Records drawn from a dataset
╔══
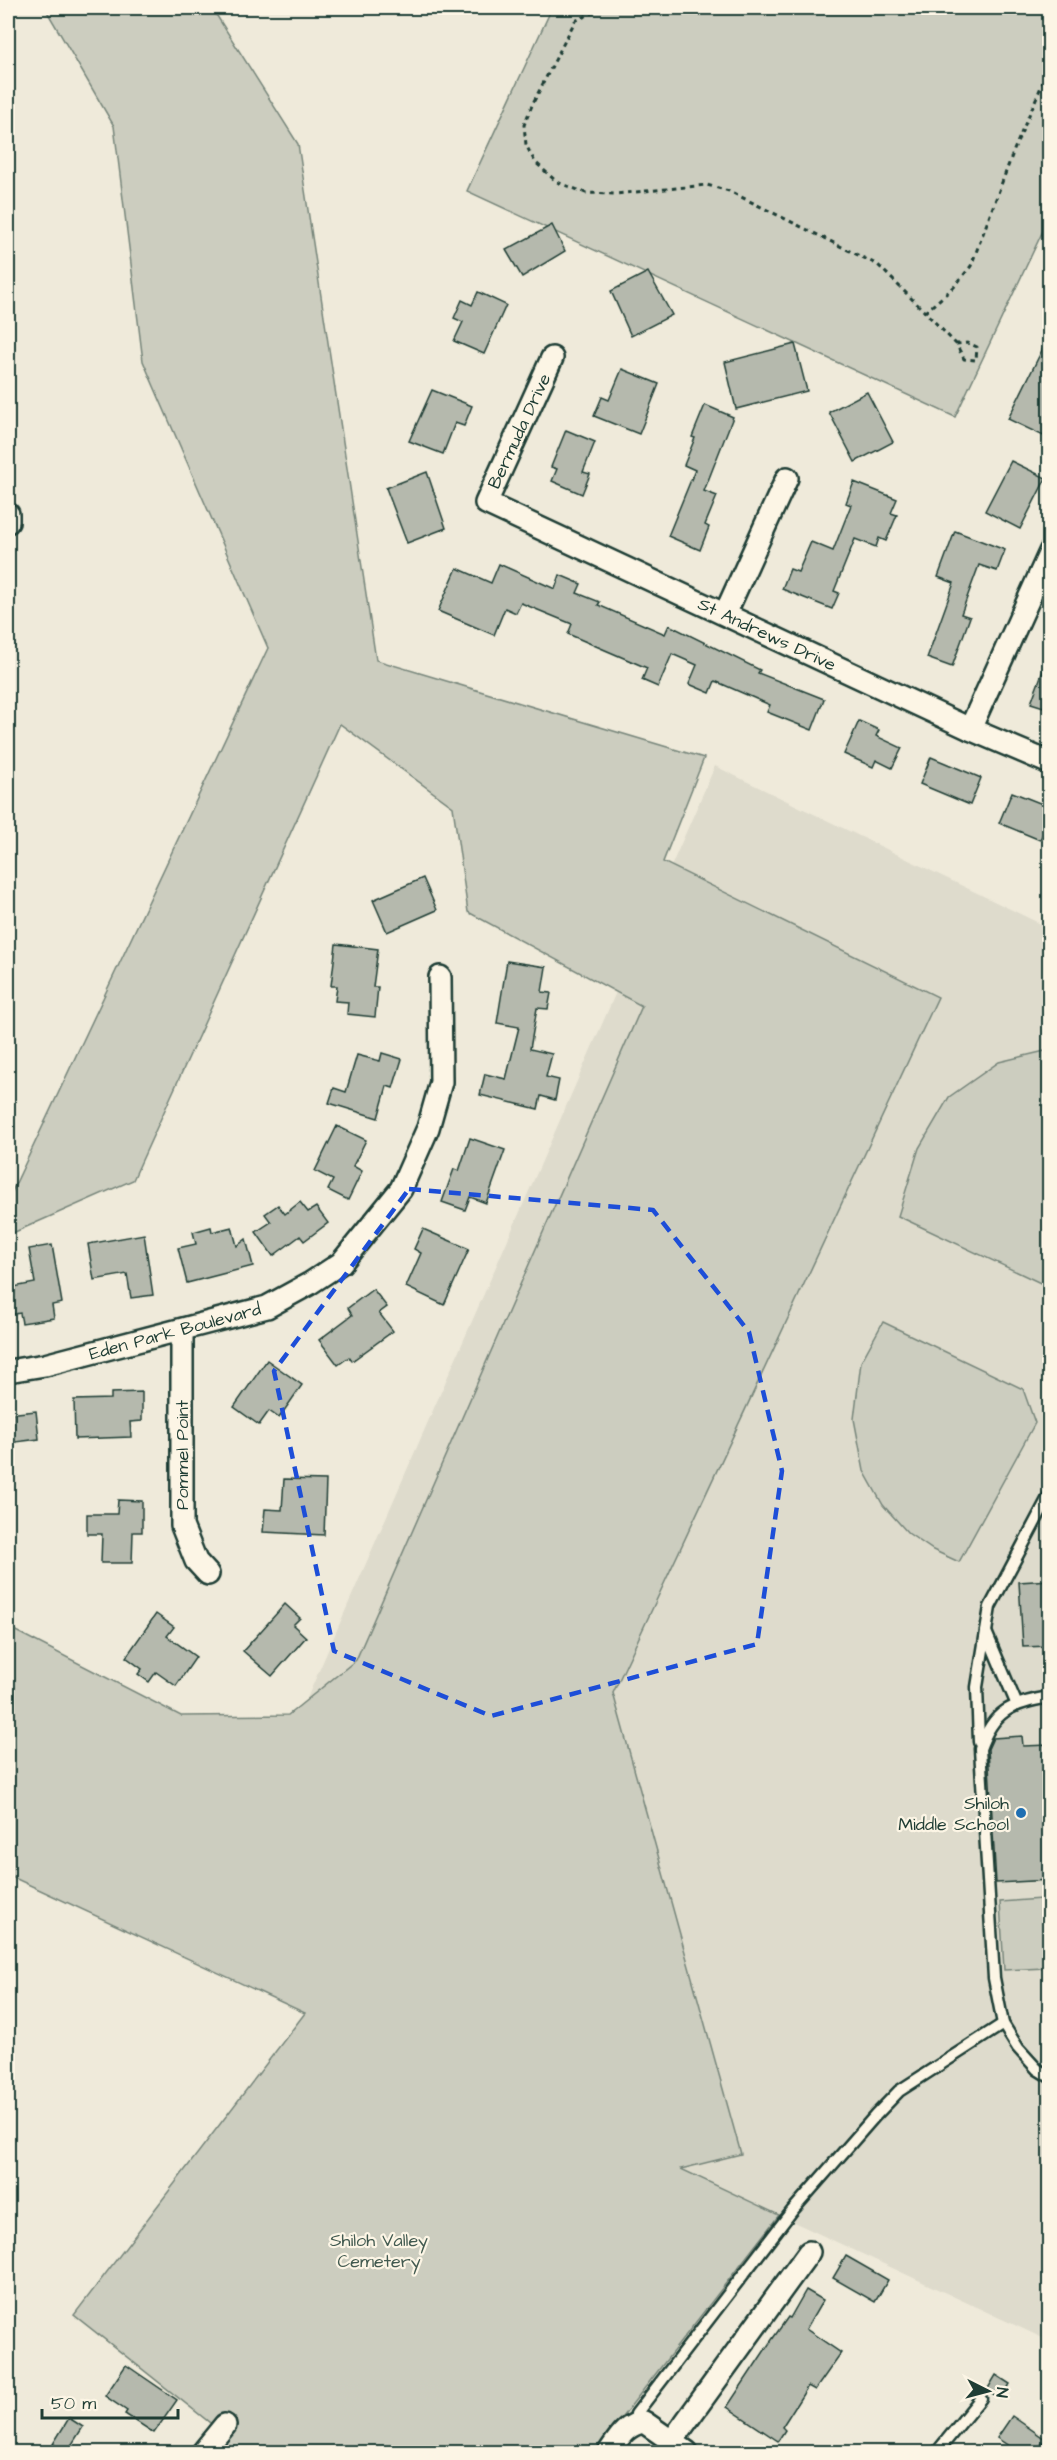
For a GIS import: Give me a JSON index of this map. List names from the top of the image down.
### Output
{
  "streets": {
    "street": [
      "Bermuda Drive",
      "St Andrews Drive",
      "Eden Park Boulevard",
      "Pommel Point"
    ]
  },
  "crossings": [
    ["Bermuda Drive", "St Andrews Drive"],
    ["Eden Park Boulevard", "Pommel Point"]
  ],
  "parks": ["Shiloh Valley Cemetery"],
  "places": ["Shiloh Middle School"],
  "scale_bar": "50 m",
  "north": "right"
}
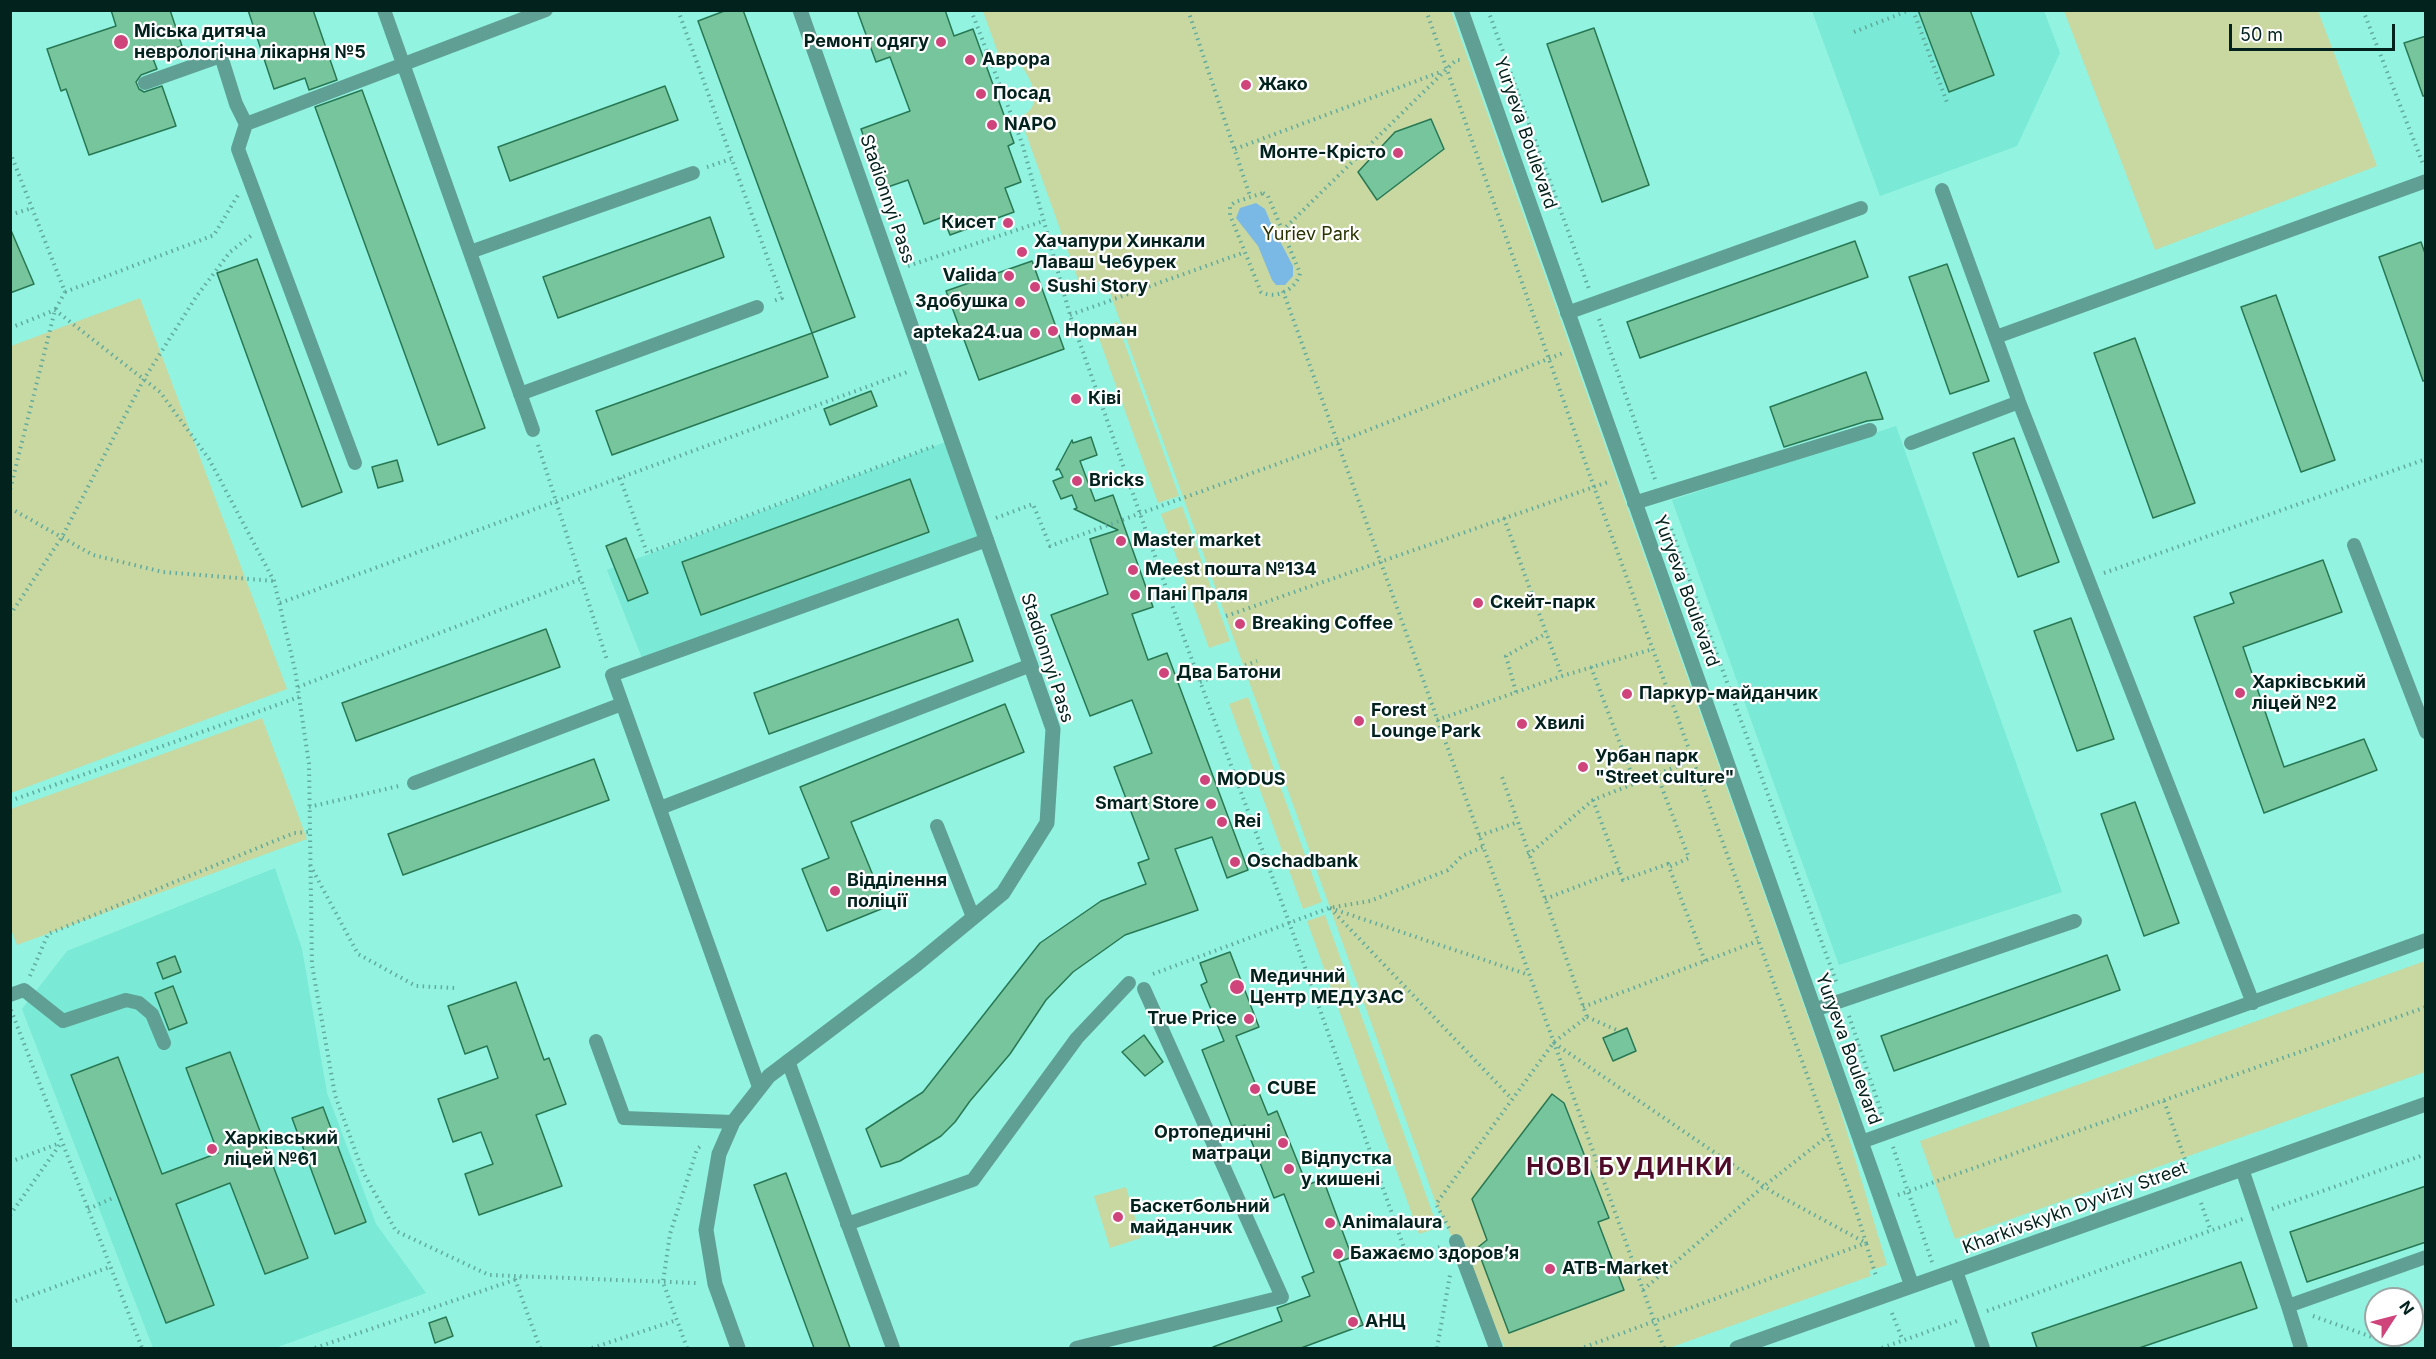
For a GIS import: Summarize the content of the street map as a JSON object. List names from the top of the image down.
{
  "streets": {
    "street": ["Yuryeva Boulevard", "Stadionnyi Pass", "Kharkivskykh Dyviziy Street"]
  },
  "crossings": [
    ["Yuryeva Boulevard", "Kharkivskykh Dyviziy Street"]
  ],
  "districts": ["НОВІ БУДИНКИ"],
  "parks": ["Yuriev Park"],
  "places": [
    "Міська дитяча неврологічна лікарня №5",
    "Ремонт одягу",
    "Аврора",
    "Жако",
    "Посад",
    "NAPO",
    "Монте-Крісто",
    "Кисет",
    "Хачапури Хинкали Лаваш Чебурек",
    "Valida",
    "Sushi Story",
    "Здобушка",
    "Норман",
    "apteka24.ua",
    "Ківі",
    "Bricks",
    "Master market",
    "Meest пошта №134",
    "Пані Праля",
    "Скейт-парк",
    "Breaking Coffee",
    "Два Батони",
    "Харківський ліцей №2",
    "Паркур-майданчик",
    "Forest Lounge Park",
    "Хвилі",
    "Урбан парк \"Street culture\"",
    "MODUS",
    "Smart Store",
    "Rei",
    "Oschadbank",
    "Відділення поліції",
    "Медичний Центр МЕДУЗАС",
    "True Price",
    "CUBE",
    "Ортопедичні матраци",
    "Харківський ліцей №61",
    "Відпустка у кишені",
    "Баскетбольний майданчик",
    "Animalaura",
    "Бажаємо здоровʼя",
    "ATB-Market",
    "АНЦ"
  ],
  "scale_bar": "50 m",
  "north": "top right"
}
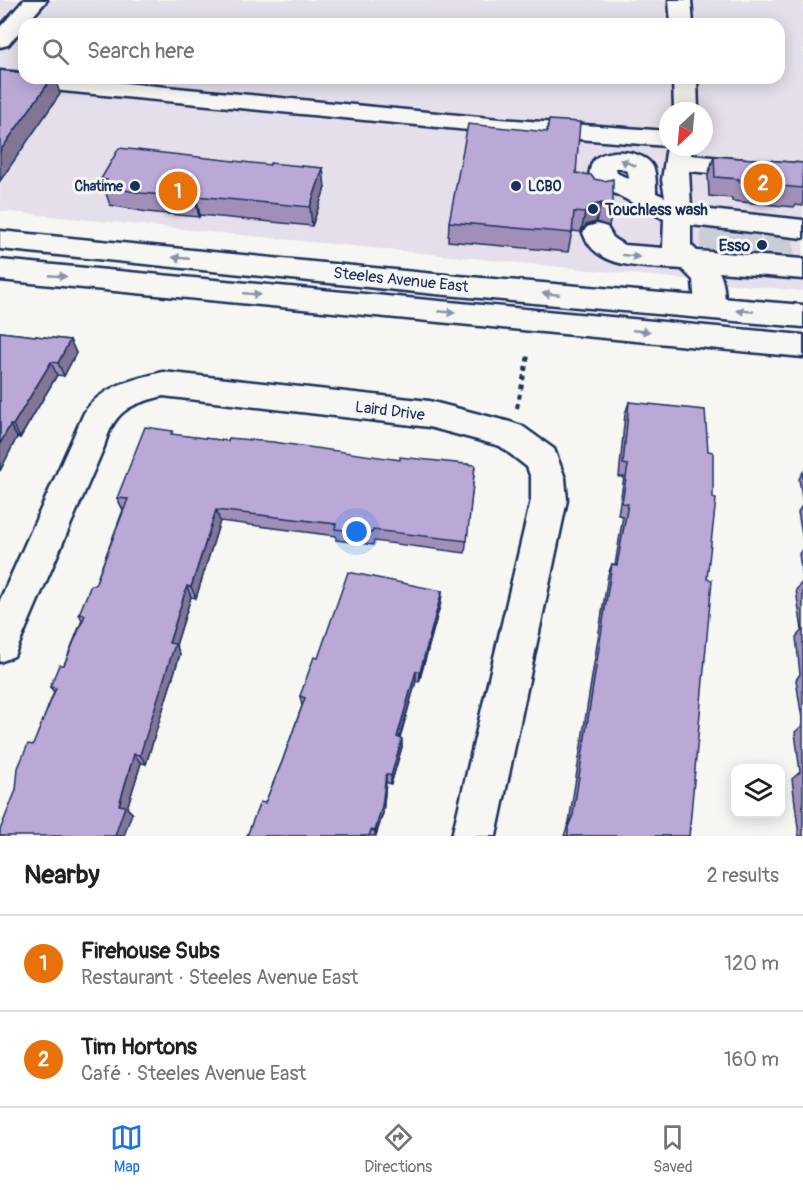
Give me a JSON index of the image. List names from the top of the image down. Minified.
{"streets":{"main road":["Steeles Avenue East","Laird Drive"]},"places":["Chatime","LCBO","Touchless wash","Esso"],"north":"bottom left","page":{"search":"Search here","pins":["2","1"],"heading":["Nearby","2 results"],"list":[{"mark":"1","name":"Firehouse Subs","note":"Restaurant · Steeles Avenue East","value":"120 m"},{"mark":"2","name":"Tim Hortons","note":"Café · Steeles Avenue East","value":"160 m"}],"nav":["Map","Directions","Saved"]}}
╚══
How to complete this task = Identify the lines in the entries that hold "Dyviziy" and return each one.

Result for this task =
    "street": ["Yuryeva Boulevard", "Stadionnyi Pass", "Kharkivskykh Dyviziy Street"]
    ["Yuryeva Boulevard", "Kharkivskykh Dyviziy Street"]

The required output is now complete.